Al confronto l’esoterismo cameristico della Third Ear Band era destinato alle sopravvivenze dei culti minori nonostante i suoi comprovati legami con sopravvissuti ordini druidici e i motivati interessi medievalistici (esplicitati nel soundtrack per il polanskyano Macbeth). Le sue fragili sonorità si sarebbero perse nei campi di concentramento psichedelici noti come festival pop, pur se i partecipanti avevano adottato  la V di Churchill come segno di pace favorito (e all’origine di uno dei più durevoli raduni di massa d’oltremanica vi fu proprio una nipote del grande conservatore). Il 1972 fu l’anno di crisi irreversibile (lo stesso in cui chiuse un club storico come il Cousins).
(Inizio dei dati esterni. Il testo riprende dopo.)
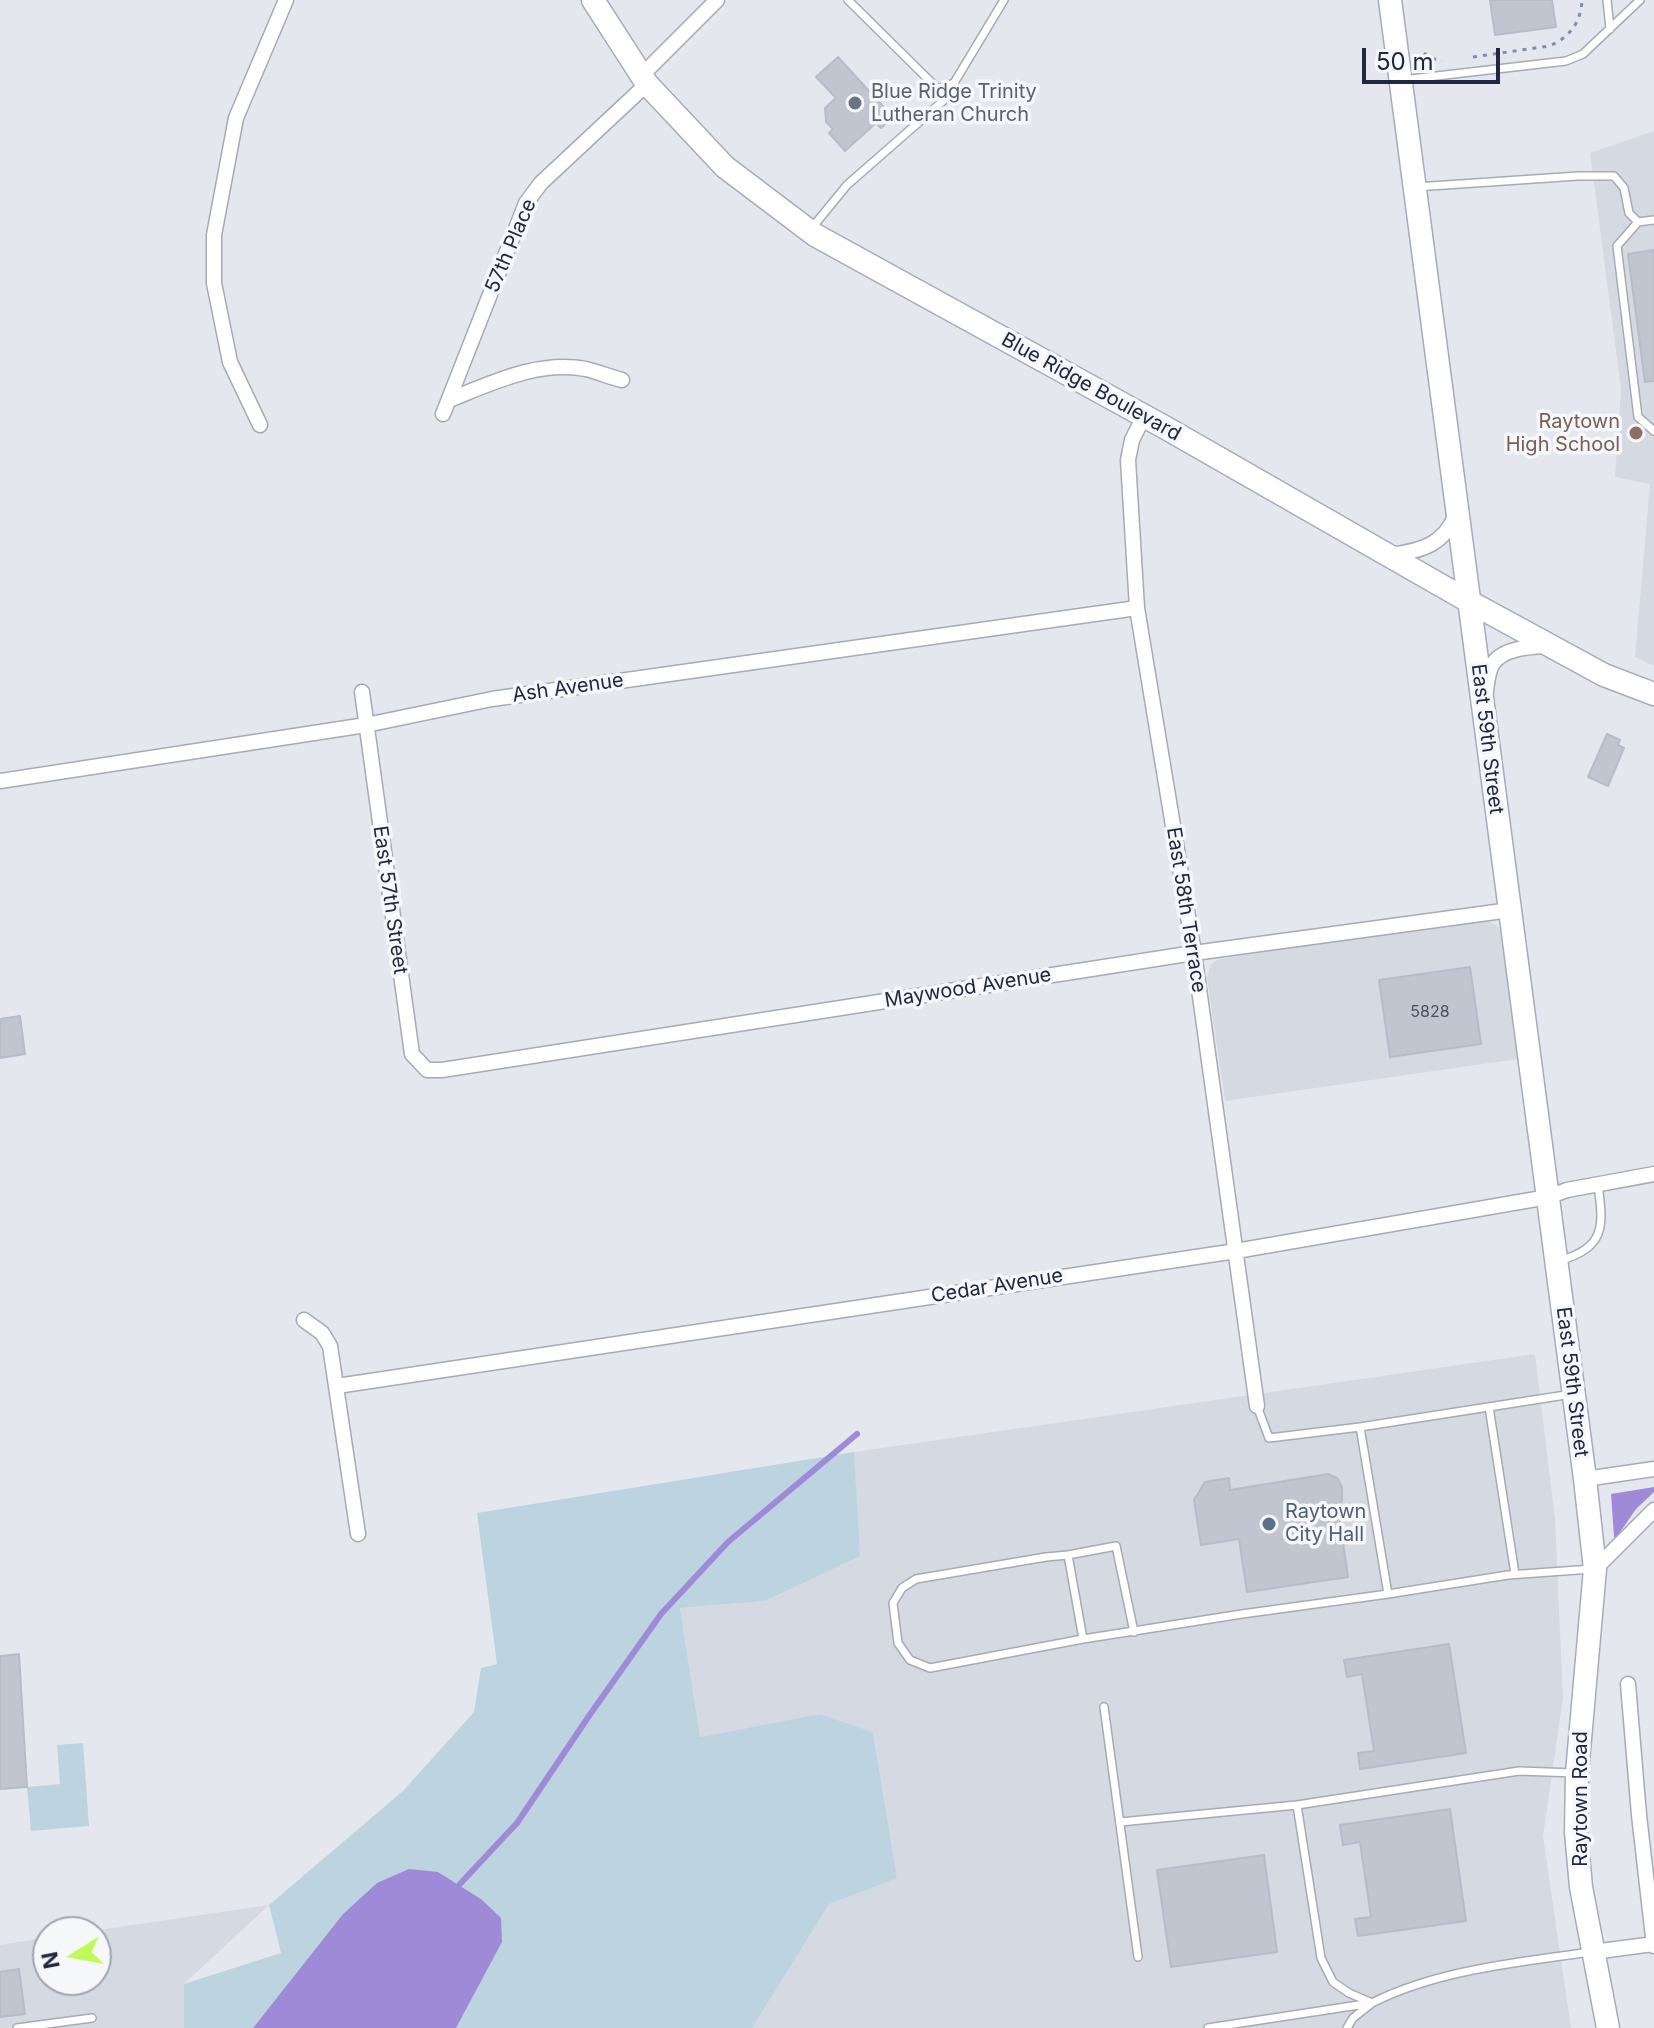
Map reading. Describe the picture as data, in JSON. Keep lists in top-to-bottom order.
{
  "streets": {
    "street": [
      "57th Place",
      "Blue Ridge Boulevard",
      "Ash Avenue",
      "East 59th Street",
      "East 57th Street",
      "East 58th Terrace",
      "Maywood Avenue",
      "Cedar Avenue",
      "Raytown Road"
    ]
  },
  "crossings": [
    ["57th Place", "Blue Ridge Boulevard"],
    ["Blue Ridge Boulevard", "East 59th Street"],
    ["Blue Ridge Boulevard", "East 58th Terrace"],
    ["Ash Avenue", "East 57th Street"],
    ["Ash Avenue", "East 58th Terrace"],
    ["East 59th Street", "Maywood Avenue"],
    ["East 59th Street", "Cedar Avenue"],
    ["East 59th Street", "Raytown Road"],
    ["East 57th Street", "Maywood Avenue"],
    ["East 58th Terrace", "Maywood Avenue"],
    ["East 58th Terrace", "Cedar Avenue"]
  ],
  "places": ["Blue Ridge Trinity Lutheran Church", "Raytown High School", "Raytown City Hall"],
  "house_numbers": ["5828"],
  "scale_bar": "50 m",
  "north": "left"
}
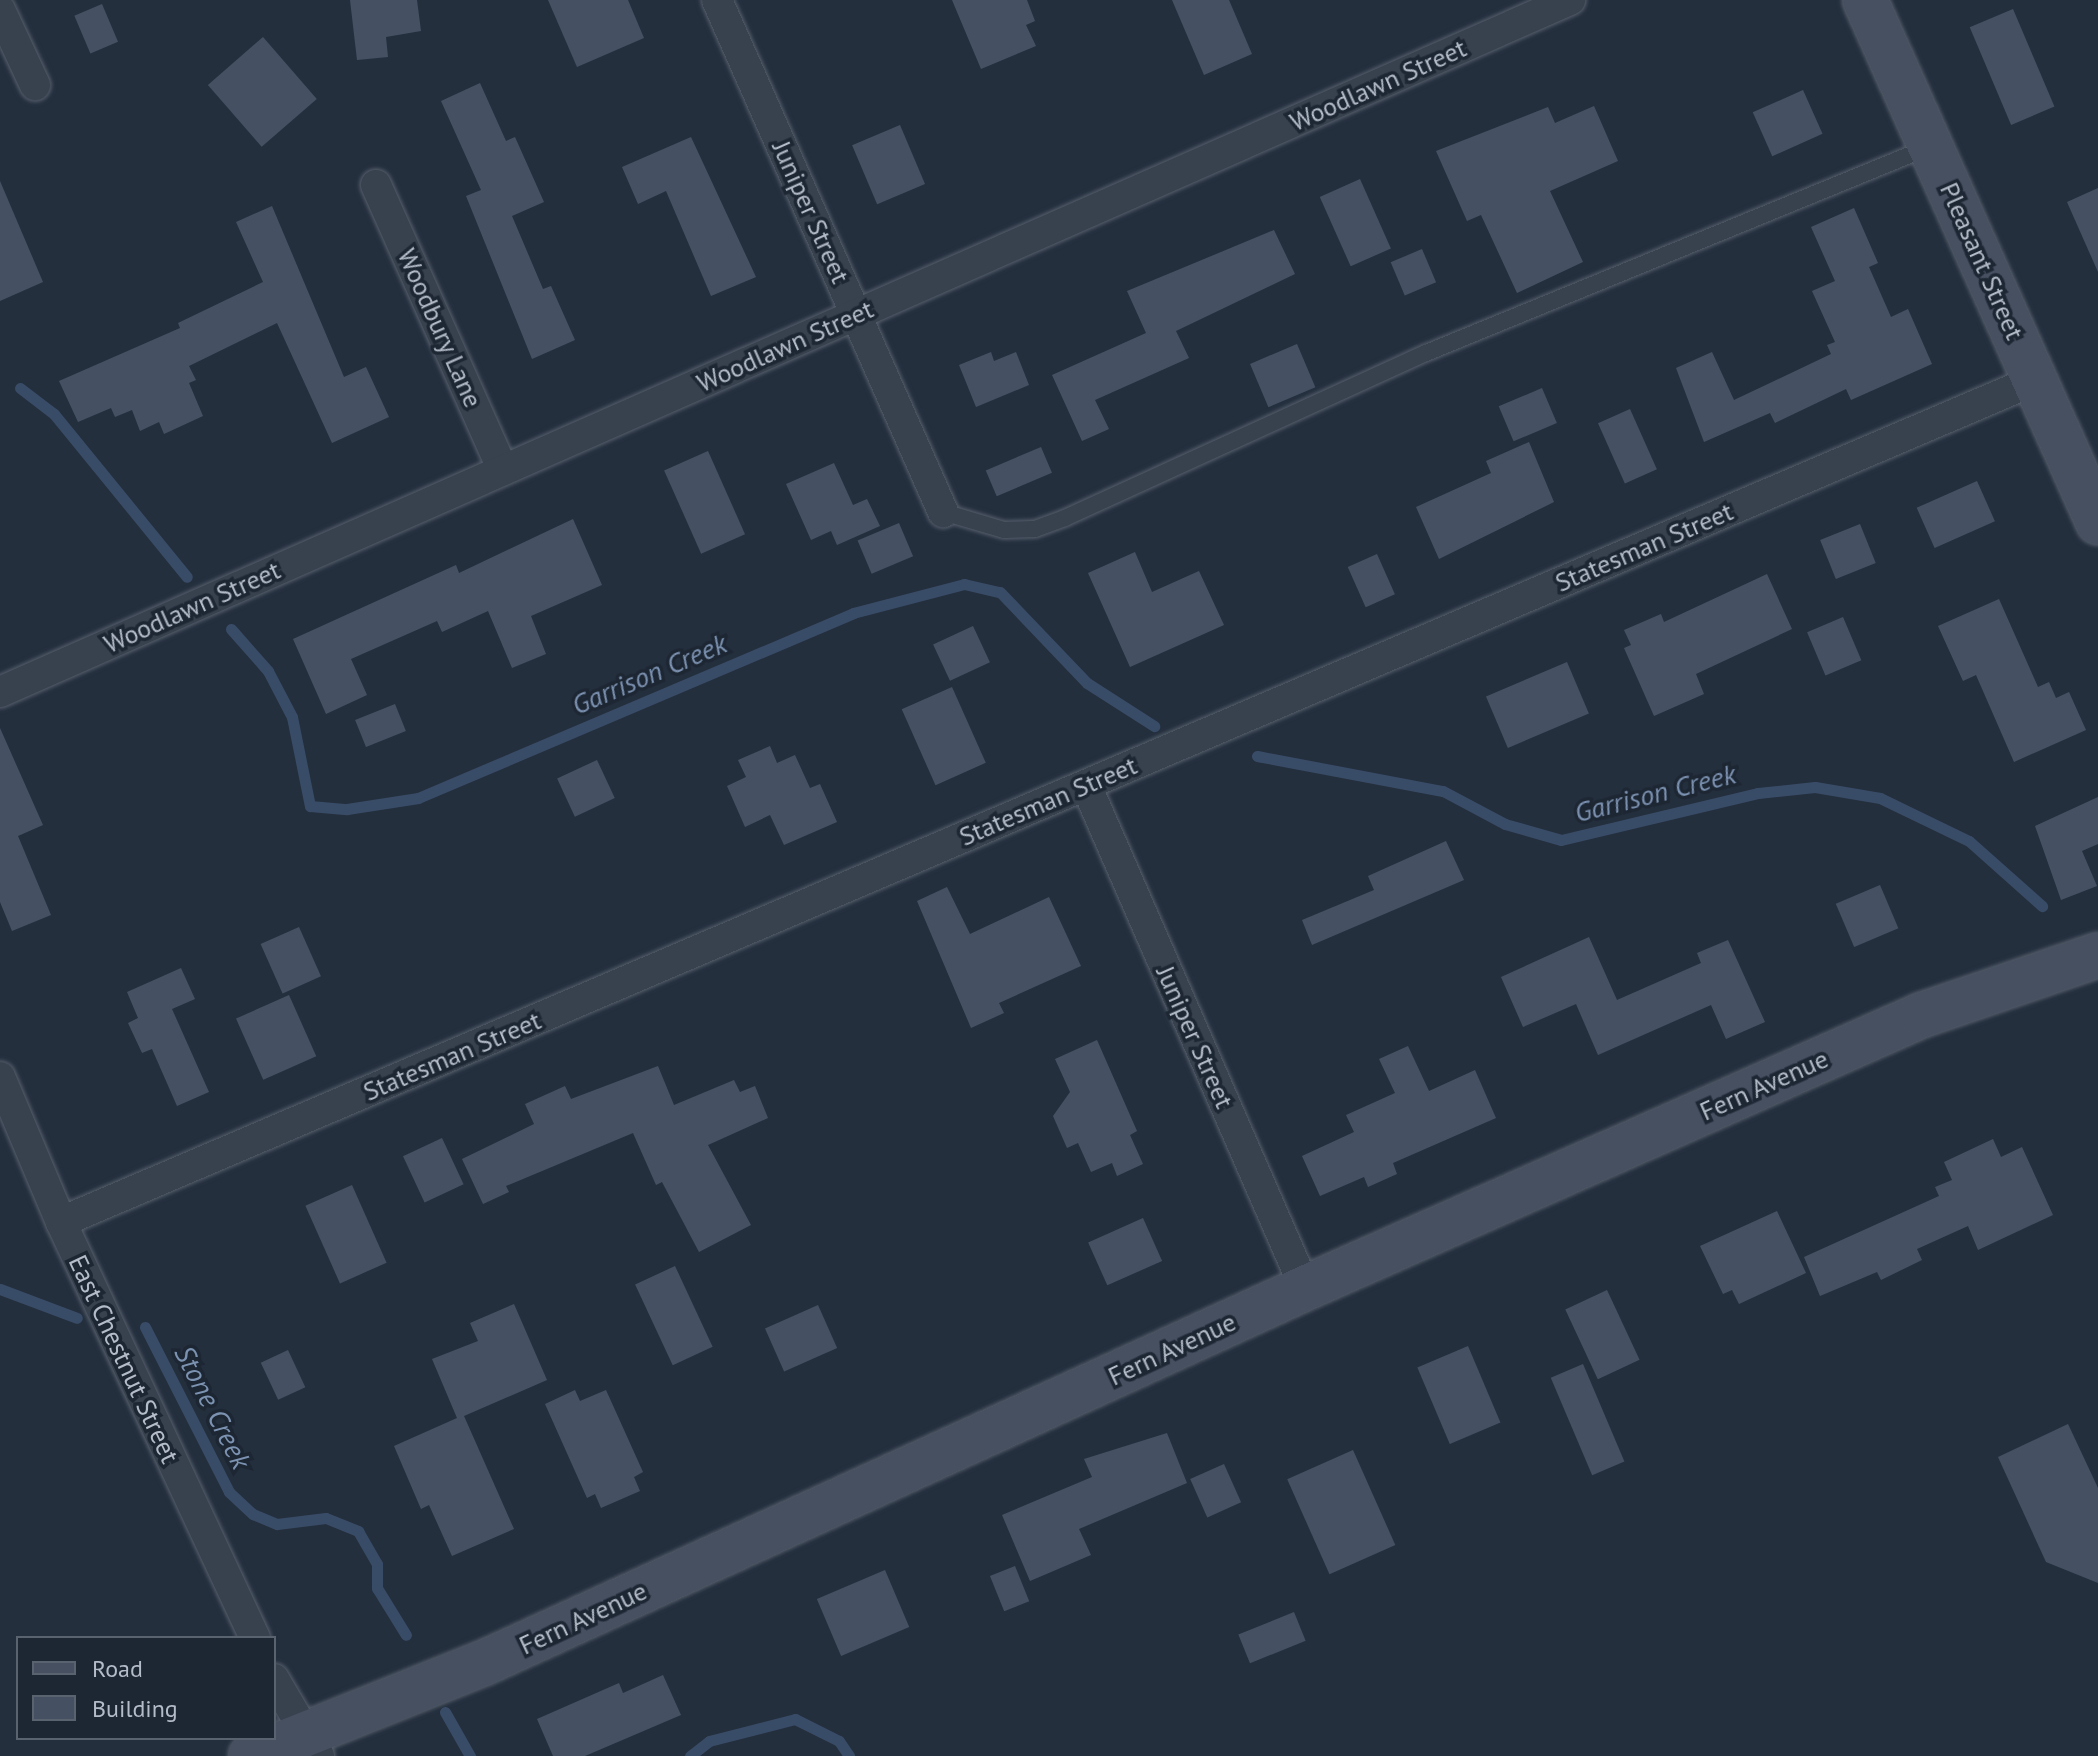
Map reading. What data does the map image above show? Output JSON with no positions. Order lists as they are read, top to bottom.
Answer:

Già nei Comus, pur nutriti dalle radici acustiche di I.S.B. e Pentangle, germogliava la reazione al sentire hyppie; le loro accensioni isteriche prefigureranno insieme agli Spirogyra, a Billy Fay e a Roy Harper gli esiti disperati del recente folk apocalittico.

Il ciclo potè dirsi concluso con il riassuntivo e collettivo Electric Muse (dischi e libro) del 1975, dopo di che i vorticisti/futuristi punk spazzeranno via gli usurati folkettari georgiani. Sotto la pesante ristrutturazione thatcheriana a Peter Bellamy non rimarrà che convocare, alla veglia per la morte del revival, un manipolo di duri e puri  (tra gli altri J. Tabor, N. Jones, M. Carthy, N. Waterson) incaricati di evocare altre sconfitte e deportazioni (The Transports ,1977).